Prompt ▸ Will you return, word for word, only the lines from the top of the data below down to and including the one with "2px #cbc7d1) drop-shadow(0"?

======== Data for review ========

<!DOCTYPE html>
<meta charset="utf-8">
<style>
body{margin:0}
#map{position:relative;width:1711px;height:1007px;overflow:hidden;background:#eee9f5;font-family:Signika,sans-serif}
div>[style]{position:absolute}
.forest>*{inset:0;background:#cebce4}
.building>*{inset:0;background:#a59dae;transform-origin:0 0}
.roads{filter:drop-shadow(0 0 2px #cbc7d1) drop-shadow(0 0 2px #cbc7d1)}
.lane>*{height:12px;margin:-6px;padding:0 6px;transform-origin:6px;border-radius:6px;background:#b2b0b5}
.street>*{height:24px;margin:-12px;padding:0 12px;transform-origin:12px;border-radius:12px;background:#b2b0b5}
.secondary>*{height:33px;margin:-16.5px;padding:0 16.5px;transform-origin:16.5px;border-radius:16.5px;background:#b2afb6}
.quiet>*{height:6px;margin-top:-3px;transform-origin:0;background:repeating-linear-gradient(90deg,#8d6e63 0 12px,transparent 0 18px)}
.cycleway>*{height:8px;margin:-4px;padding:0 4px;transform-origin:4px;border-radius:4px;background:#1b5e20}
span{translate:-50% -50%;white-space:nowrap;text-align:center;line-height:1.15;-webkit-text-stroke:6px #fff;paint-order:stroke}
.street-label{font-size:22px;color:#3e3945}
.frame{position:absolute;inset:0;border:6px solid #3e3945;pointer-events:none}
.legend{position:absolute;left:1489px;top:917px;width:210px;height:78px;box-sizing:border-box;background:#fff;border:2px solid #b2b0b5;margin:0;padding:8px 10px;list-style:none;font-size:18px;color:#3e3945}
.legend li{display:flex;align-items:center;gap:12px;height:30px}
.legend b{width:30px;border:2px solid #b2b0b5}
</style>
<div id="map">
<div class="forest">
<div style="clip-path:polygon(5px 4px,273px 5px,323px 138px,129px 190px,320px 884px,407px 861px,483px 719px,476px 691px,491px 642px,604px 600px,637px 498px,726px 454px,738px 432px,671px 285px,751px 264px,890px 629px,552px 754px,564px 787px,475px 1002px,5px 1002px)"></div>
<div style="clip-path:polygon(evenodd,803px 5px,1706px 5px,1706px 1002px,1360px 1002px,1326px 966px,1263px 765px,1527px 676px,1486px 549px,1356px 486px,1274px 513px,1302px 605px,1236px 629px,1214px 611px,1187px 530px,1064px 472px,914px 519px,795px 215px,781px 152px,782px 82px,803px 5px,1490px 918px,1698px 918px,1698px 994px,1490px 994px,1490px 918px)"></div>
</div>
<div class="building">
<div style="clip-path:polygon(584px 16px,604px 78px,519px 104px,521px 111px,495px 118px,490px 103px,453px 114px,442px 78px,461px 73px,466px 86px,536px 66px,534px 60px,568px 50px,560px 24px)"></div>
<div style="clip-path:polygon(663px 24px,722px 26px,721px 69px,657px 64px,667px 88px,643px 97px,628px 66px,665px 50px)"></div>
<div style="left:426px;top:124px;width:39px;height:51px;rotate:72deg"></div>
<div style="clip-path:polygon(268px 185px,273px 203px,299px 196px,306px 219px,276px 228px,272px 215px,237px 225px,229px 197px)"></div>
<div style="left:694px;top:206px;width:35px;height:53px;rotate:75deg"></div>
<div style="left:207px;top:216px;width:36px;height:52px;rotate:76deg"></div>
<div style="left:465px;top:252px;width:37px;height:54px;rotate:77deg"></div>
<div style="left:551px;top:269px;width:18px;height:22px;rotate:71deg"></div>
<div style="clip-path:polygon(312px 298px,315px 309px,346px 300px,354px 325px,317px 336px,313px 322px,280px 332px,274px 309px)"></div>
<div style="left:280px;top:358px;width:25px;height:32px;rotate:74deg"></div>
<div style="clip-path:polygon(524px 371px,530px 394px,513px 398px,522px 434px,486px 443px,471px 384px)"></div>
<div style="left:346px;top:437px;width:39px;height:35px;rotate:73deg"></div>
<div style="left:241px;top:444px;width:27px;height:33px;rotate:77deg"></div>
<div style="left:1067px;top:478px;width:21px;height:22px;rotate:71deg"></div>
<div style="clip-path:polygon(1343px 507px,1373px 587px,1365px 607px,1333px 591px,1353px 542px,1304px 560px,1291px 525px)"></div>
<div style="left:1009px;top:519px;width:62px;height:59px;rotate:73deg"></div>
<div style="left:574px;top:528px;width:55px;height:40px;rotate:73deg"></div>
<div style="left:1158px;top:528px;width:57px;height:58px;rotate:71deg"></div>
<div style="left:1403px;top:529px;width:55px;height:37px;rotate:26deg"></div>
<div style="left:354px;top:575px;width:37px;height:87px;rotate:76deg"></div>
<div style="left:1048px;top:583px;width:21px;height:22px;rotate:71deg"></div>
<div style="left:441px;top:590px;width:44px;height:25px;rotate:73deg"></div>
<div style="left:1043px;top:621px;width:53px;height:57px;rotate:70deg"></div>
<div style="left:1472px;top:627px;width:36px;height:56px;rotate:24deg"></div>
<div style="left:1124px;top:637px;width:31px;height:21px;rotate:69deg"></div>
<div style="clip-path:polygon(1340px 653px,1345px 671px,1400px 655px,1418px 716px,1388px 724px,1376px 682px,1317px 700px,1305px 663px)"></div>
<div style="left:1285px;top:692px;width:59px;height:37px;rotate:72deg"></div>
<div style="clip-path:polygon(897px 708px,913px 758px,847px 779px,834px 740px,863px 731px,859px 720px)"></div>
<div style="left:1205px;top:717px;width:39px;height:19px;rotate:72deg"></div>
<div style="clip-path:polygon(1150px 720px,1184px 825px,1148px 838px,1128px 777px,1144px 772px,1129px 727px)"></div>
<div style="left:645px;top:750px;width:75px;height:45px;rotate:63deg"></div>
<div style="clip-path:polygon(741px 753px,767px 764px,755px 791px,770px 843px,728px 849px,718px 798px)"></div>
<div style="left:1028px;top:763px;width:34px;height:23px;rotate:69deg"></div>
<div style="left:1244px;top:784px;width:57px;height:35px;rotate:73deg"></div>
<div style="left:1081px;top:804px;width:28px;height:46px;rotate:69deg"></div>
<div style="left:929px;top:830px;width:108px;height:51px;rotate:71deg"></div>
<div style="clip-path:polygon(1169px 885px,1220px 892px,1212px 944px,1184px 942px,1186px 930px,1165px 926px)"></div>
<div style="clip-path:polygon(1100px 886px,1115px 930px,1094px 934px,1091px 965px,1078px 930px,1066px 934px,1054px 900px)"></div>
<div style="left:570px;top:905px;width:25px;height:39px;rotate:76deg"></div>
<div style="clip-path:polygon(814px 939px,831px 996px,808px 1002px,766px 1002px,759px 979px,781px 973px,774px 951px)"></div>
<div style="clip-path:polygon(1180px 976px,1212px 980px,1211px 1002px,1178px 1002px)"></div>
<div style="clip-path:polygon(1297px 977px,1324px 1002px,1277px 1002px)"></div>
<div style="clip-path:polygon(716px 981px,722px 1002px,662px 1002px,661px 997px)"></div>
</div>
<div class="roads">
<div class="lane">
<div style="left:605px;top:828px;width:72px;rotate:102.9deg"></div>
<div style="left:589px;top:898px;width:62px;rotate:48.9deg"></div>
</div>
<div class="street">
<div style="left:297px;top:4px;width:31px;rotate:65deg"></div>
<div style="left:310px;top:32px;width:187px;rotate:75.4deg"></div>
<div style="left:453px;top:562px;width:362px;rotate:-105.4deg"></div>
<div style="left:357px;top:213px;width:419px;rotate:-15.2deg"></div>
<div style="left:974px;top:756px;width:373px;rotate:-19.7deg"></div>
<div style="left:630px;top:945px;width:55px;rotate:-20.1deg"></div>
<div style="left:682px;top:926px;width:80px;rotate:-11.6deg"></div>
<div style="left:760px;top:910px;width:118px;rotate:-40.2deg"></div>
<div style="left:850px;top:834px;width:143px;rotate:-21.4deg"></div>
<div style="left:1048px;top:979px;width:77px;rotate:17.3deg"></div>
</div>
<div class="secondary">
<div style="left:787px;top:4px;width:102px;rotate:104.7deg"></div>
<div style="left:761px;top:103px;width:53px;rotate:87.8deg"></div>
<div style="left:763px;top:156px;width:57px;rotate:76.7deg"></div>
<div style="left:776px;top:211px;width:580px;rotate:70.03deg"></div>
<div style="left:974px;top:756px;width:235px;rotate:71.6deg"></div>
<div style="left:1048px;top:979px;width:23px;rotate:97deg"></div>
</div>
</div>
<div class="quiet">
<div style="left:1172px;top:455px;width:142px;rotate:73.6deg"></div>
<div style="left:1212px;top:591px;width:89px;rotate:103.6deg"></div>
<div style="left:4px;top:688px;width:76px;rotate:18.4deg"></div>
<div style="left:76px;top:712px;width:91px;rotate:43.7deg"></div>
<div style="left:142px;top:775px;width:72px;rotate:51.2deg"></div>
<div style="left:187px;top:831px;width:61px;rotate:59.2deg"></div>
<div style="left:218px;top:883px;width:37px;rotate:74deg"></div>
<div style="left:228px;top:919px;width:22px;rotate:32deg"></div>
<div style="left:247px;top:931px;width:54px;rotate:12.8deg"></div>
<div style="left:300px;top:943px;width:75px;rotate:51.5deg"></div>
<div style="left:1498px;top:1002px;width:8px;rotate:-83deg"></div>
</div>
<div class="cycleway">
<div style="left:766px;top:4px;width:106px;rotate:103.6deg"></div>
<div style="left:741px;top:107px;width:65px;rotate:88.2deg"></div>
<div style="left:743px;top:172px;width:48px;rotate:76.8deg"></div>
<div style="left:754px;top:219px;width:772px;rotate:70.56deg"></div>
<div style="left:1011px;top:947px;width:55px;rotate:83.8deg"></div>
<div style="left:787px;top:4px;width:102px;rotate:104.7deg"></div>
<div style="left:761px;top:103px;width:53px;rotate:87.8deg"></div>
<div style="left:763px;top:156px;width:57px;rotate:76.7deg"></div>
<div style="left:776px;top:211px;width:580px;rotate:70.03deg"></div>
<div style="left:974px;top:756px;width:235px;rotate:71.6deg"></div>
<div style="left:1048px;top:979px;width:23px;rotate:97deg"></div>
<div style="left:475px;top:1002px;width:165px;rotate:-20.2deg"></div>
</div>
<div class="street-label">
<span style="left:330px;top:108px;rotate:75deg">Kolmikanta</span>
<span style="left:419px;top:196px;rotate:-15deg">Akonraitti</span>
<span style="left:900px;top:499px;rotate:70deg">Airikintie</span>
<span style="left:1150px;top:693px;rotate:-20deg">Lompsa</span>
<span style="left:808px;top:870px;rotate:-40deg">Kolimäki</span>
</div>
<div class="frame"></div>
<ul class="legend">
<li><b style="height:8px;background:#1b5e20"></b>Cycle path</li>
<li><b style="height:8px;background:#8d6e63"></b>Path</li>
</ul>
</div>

========

Reply to the exercise ▸
<!DOCTYPE html>
<meta charset="utf-8">
<style>
body{margin:0}
#map{position:relative;width:1711px;height:1007px;overflow:hidden;background:#eee9f5;font-family:Signika,sans-serif}
div>[style]{position:absolute}
.forest>*{inset:0;background:#cebce4}
.building>*{inset:0;background:#a59dae;transform-origin:0 0}
.roads{filter:drop-shadow(0 0 2px #cbc7d1) drop-shadow(0 0 2px #cbc7d1)}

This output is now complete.